Two-sample t-test with one the samples having only 1 element? In short
Assume there is a normally distributed population, from which I take a sample with $N_1=5$ elements. Then I obtain a separate number $x$ from somewhere. I want to test whether the value $x$ came from the above mentioned distribution.
Is a two-sample $t$-test with the assumption of common variance and sample sizes 5 and 1, respectively, appropriate here? Can one of the samples have size 1 in a $t$-test? I've read about "extremely" small sample sizes but never $N=1$. While having both samples with just $N=1$ sounds obviously silly, I feel the variability observed among the 5 elements of the first sample makes it possible to assess whether $x$ "fits in well" among those 5 values.
Background
I am analyzing a machine learning process that, at its end, spits out an evaluation metric (describing how good the trained model performs on the test set). The training process is stochastic due to random initialization, random shuffling of examples before each epoch and random data augmentation.
I am performing ablations to compare how changing hyperparameters affects the evaluation metric. Sometimes the difference is small, sometimes larger. To get an idea of whether these differences are meaningful or just variation induced by randomness of the training process, I first need to see how random the training process is: I've repeated the main experiment with fixed configuration 5 times (same experiment, the differences in the final evaluation metric result only from noise).
Then I make a change in the configuration, train and evaluate it and obtain 1 value. I want to be able to quantitatively say something about how meaningfully different this value is from the 5 other ones.
Is there any value in trying a formal hypothesis testing approach or should I just rely on intuitive eyeballing of the numbers?
Do note that obtaining one value costs about a day of computing, which can be put to better use than repeating the same training job again and again so it is not realistic to obtain more than 5 values for the same configuration nor to obtain more than a single value for any configuration other than the aforementioned one. Out of necessity, I am willing to assume that the training procedure yields evaluation metrics that have the same variance for all configurations.
 A: Here is an example of a two sample t test of $H_0: \mu_1 = \mu_2$ against
$H_1: \mu_1 \ne \mu_2.$ As you specify, the first sample consists of five
observations from a normal distribution and the second sample has only one
observation from a normal distribution with a different mean (and the same
variance). [Simulation in R.]
set.seed(1122)
x1 = rnorm(5, 100, 5);  x2 = rnorm(1, 70, 5)
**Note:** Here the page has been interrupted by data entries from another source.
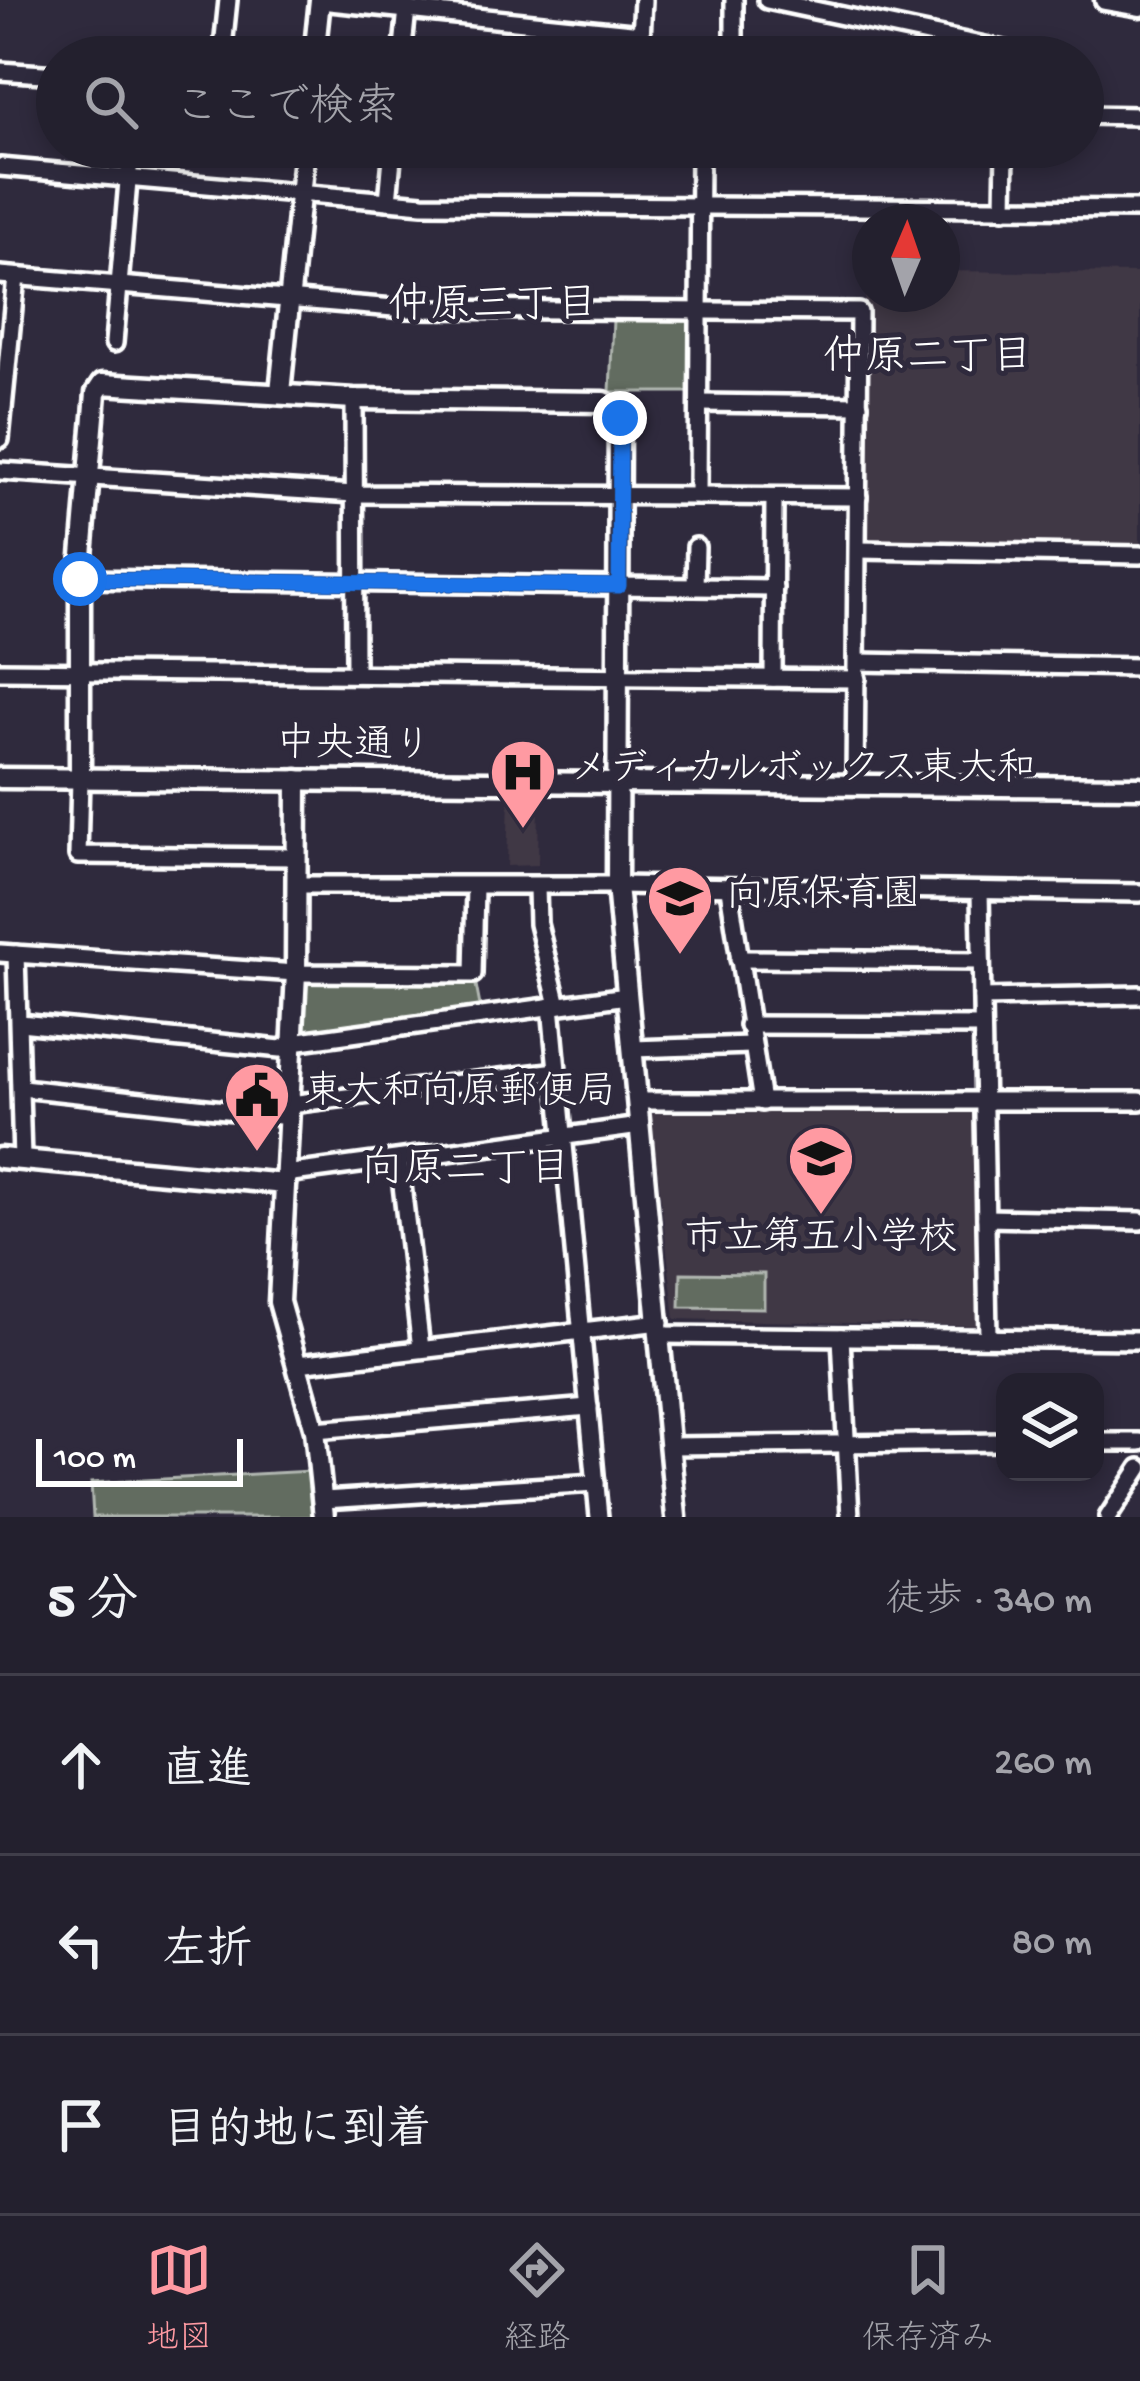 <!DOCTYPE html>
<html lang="ja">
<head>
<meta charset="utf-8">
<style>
  body { margin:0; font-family:"Gochi Hand","Klee One",sans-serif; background:#2b2836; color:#f1f3f6 }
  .controls { position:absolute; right:36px; bottom:36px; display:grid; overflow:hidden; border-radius:24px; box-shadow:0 6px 18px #0003 }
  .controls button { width:108px; height:108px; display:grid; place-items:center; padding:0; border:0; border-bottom:3px solid #403e4a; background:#23202e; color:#f1f3f6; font:60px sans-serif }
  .compass { position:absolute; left:852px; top:204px; width:108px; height:108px; border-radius:50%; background:#23202e; box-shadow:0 6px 18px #0003; rotate:2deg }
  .scale { position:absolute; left:36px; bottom:30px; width:207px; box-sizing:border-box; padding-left:12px; border:6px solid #fff; border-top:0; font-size:33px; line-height:42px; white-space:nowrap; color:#fff; -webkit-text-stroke:9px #2f2a3d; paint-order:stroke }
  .stop { position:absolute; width:36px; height:36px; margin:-27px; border:9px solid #1a73e8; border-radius:50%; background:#fff }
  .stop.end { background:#1a73e8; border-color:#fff; box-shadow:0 3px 12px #0008 }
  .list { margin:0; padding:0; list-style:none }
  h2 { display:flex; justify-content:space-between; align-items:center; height:156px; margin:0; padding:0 48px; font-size:51px }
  h2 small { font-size:39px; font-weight:400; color:#a3a3aa }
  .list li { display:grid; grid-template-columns:78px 1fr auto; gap:36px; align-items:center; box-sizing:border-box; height:180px; padding:0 48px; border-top:3px solid #403e4a }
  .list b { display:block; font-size:45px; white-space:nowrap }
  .list em { font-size:39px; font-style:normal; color:#a3a3aa }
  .icon { flex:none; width:66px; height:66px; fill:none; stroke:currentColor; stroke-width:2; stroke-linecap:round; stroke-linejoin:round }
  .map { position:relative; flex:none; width:1140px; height:1517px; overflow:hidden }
  .search { position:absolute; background:#23202e; box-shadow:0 6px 18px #0003; left:36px; right:36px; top:36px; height:132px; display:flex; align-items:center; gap:30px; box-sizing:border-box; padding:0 42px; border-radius:66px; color:#a3a3aa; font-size:45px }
  .sheet { height:696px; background:#23202e }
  nav { display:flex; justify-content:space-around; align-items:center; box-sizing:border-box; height:168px; border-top:3px solid #403e4a; background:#23202e; font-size:33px; color:#a3a3aa }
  nav a { display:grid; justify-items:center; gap:6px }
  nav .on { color:#ff9aa2 }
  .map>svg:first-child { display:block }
  .built { fill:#403745 }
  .green { fill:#626c60; stroke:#b0b6b0; stroke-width:3 }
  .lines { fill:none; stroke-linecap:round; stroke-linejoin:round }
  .minor-casing { stroke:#fff; stroke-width:24 }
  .tertiary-casing { stroke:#fff; stroke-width:27 }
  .minor { stroke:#2f2a3d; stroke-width:15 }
  .tertiary { stroke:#2f2a3d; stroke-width:18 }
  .route { stroke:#1a73e8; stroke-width:15 }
  .labels { text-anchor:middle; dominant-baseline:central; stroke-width:10; stroke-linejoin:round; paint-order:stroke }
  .street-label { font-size:39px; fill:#fff; stroke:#2f2a3d }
  .poi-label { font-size:39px; fill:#fff; stroke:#2f2a3d; text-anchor:start }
  .neighbourhood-label { font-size:42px; fill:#fff; stroke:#2f2a3d }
</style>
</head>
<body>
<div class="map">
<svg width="1140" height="1517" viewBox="0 0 1140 1517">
  <rect width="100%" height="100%" fill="#2f2a3d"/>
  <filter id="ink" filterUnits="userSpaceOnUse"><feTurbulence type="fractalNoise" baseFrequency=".00833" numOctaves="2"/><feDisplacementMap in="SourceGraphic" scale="24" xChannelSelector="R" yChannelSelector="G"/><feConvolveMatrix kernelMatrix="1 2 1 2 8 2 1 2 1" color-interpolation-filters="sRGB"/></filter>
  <g filter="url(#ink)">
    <g class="built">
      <polygon points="865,270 870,270 870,294 942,294 942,271 1140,273 1140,546 869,544"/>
      <polygon points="509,795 539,796 538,865 507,866"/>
      <polygon points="977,1107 980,1326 675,1319 651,1115 659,1108"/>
    </g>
    <g class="green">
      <polygon points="686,318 694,325 693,392 610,392 613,319"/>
      <polygon points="311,979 475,980 481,1011 307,1033 303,1029 305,985"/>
      <polygon points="681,1273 764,1274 764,1308 680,1307"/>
      <polygon points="310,1471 314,1517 93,1517 91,1483"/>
    </g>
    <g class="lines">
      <defs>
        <g id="minor">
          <polyline points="767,0 1037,57"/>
          <polyline points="320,1 641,34"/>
          <polyline points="222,57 228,0"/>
          <polyline points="402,57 407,9"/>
          <polyline points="640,57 643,0"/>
          <polyline points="734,57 734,0"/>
          <polyline points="0,71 57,75"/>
          <polyline points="1083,115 1140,116"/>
          <polyline points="0,167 423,204 1140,209"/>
          <polyline points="388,201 393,147"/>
          <polyline points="1004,209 1005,147"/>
          <polyline points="0,275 406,309 859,312 855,784"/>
          <polyline points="114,343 131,147"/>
          <polyline points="354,399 355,674"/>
          <polyline points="699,403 859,405"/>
          <polyline points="0,439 16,277"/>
          <polyline points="0,471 354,494 858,497"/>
          <polyline points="698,496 700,147"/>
          <polyline points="858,550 1140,555"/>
          <polyline points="80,579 774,588"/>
          <polyline points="695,587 696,547"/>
          <polyline points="857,662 1140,667"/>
          <polyline points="0,671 857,679"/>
          <polyline points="773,678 774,497"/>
          <polyline points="80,779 78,855 297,857"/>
          <polyline points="297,885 617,885 1140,893"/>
          <polyline points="537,888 538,924 558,1005"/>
          <polyline points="729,889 762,1102"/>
          <polyline points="980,891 988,1336"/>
          <polyline points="0,953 296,973 473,974 475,887"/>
          <polyline points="16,954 22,1159"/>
          <polyline points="739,959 981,961"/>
          <polyline points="982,998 1140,995"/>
          <polyline points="551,1006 599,1517"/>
          <polyline points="20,1023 281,1049 293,1042 627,996"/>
          <polyline points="748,1025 982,1026"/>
          <polyline points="633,1049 751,1045"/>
          <polyline points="22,1088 289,1117"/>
          <polyline points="638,1101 1140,1101"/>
          <polyline points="290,1104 557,1071"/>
          <polyline points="399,1159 421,1349"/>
          <polyline points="285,1174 640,1126"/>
          <polyline points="986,1218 1140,1221"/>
          <polyline points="661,1335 1140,1340"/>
          <polyline points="841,1337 850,1517"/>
          <polyline points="298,1364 660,1322"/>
          <polyline points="315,1430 589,1407"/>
          <polyline points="1095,1442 1140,1442"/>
          <polyline points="670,1446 1005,1442"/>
          <polyline points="324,1500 596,1483"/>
          <polyline points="1108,1517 1140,1468"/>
        </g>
        <g id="tertiary">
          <polyline points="1105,0 1140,6"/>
          <polyline points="314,57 320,0"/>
          <polyline points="280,392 305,147"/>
          <polyline points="0,778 1140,787"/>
          <polyline points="80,779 80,579 96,393 102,384 354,399 604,402 619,411 617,885 676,1517"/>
          <polyline points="297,780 296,973 279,1302 315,1430 324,1517"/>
          <polyline points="0,1158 285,1184"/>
        </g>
      </defs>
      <use href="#minor" class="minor-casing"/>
      <use href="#tertiary" class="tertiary-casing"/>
      <use href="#minor" class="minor"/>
      <use href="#tertiary" class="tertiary"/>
    </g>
  </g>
  <g class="lines" filter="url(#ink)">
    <polyline class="route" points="80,579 619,586 620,418"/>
  </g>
  <defs>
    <symbol id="hospital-pin" viewBox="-11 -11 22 30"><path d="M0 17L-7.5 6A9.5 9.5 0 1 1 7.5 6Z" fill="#ff9aa2" stroke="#2f2a3d"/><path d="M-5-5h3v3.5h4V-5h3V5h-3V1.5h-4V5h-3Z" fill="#111"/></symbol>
    <symbol id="school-pin" viewBox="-11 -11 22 30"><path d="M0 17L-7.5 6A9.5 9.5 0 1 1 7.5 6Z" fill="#ff9aa2" stroke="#2f2a3d"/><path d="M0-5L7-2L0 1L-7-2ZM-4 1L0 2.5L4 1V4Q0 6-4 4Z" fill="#111"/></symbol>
    <symbol id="civic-pin" viewBox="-11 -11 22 30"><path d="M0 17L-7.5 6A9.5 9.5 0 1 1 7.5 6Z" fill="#ff9aa2" stroke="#2f2a3d"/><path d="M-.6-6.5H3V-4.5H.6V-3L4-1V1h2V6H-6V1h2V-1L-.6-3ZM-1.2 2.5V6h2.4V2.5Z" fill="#111"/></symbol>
  </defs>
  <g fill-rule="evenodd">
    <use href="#hospital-pin" x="485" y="734" width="76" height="104"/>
    <use href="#school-pin" x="642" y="860" width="76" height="104"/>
    <use href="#civic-pin" x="219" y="1057" width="76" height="104"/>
    <use href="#school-pin" x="783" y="1120" width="76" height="104"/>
  </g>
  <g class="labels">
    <g class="street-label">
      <text transform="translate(354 748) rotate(1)">中央通り</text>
    </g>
    <g class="poi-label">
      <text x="570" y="772">メディカルボックス東大和</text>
      <text x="726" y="898">向原保育園</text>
      <text x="304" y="1095">東大和向原郵便局</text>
      <text x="821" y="1241" text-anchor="middle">市立第五小学校</text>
    </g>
    <g class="neighbourhood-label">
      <text x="493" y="308">仲原三丁目</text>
      <text x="928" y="360">仲原二丁目</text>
      <text x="466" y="1172">向原二丁目</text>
    </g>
  </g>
</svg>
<div class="controls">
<button><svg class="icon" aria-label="layers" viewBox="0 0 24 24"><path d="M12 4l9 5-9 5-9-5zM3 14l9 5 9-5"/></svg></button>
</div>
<svg class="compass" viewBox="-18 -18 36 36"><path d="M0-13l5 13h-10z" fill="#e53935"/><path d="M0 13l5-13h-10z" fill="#a3a3aa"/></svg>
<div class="scale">100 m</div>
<div class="stop" style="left:80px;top:579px"></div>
<div class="stop end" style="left:620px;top:418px"></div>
<div class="search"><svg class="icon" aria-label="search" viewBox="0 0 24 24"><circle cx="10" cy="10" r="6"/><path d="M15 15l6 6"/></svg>ここで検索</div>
</div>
<section class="sheet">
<h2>5 分<small>徒歩 · 340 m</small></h2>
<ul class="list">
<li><svg class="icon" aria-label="ahead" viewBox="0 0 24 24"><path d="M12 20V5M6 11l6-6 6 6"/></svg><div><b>直進</b></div><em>260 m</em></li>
<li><svg class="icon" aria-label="left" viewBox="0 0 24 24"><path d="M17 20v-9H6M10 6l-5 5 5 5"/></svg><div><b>左折</b></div><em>80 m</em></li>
<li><svg class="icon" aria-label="arrive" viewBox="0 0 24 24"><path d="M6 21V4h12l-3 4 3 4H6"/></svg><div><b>目的地に到着</b></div></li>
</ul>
</section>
<nav>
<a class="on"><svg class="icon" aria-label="map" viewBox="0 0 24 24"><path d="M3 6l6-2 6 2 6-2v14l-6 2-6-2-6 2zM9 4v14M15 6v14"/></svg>地図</a>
<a><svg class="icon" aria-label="directions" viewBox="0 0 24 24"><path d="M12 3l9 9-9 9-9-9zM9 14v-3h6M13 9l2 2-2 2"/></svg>経路</a>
<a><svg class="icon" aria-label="saved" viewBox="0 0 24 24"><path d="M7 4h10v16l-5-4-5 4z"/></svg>保存済み</a>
</nav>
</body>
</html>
I chose the means relatively far apart in order to give an example in which
the null hypothesis is rejected. (See the Comment by @Glen_b.) The simulated data are:
x1;  x2
[1]  92.88224 102.24980  99.64795 109.80224  97.24648
[1] 74.83476

t.test(x1, x2, var.eq = T)

        Two Sample t-test

data:  x1 and x2
t = 3.6985, df = 4, p-value = 0.02086
alternative hypothesis: true difference in means is not equal to 0
95 percent confidence interval:
  6.364756 44.697198
sample estimates:
mean of x mean of y 
100.36574  74.83476 

Notes: (1) The assumption of equal variances is important
because that provides the only information available about the variance
of the single-observation second sample. In fact, it is not possible to
do a Welch (separate-variances) t test with such data. Without the parameter var.eq=T,
R will not perform a two-sample t.test.
t.test(x1, x2)
Error in t.test.default(x1, x2) : not enough 'y' observations

(2) Another, somewhat different, approach would be to make a 95% prediction
interval for additional observations from the population associated with
the sample of size 5. Such an interval would be $\bar X_1 \pm 2.7764\,S_1\sqrt{1 + \frac{1}{5}},$ where $\bar X_1$ and $S_1$ are the sample mean and SD, respectively, of that sample. Then you might  be suspicious whether the additional value is from the same population as the sample of size five, if it does not fall within the prediction interval.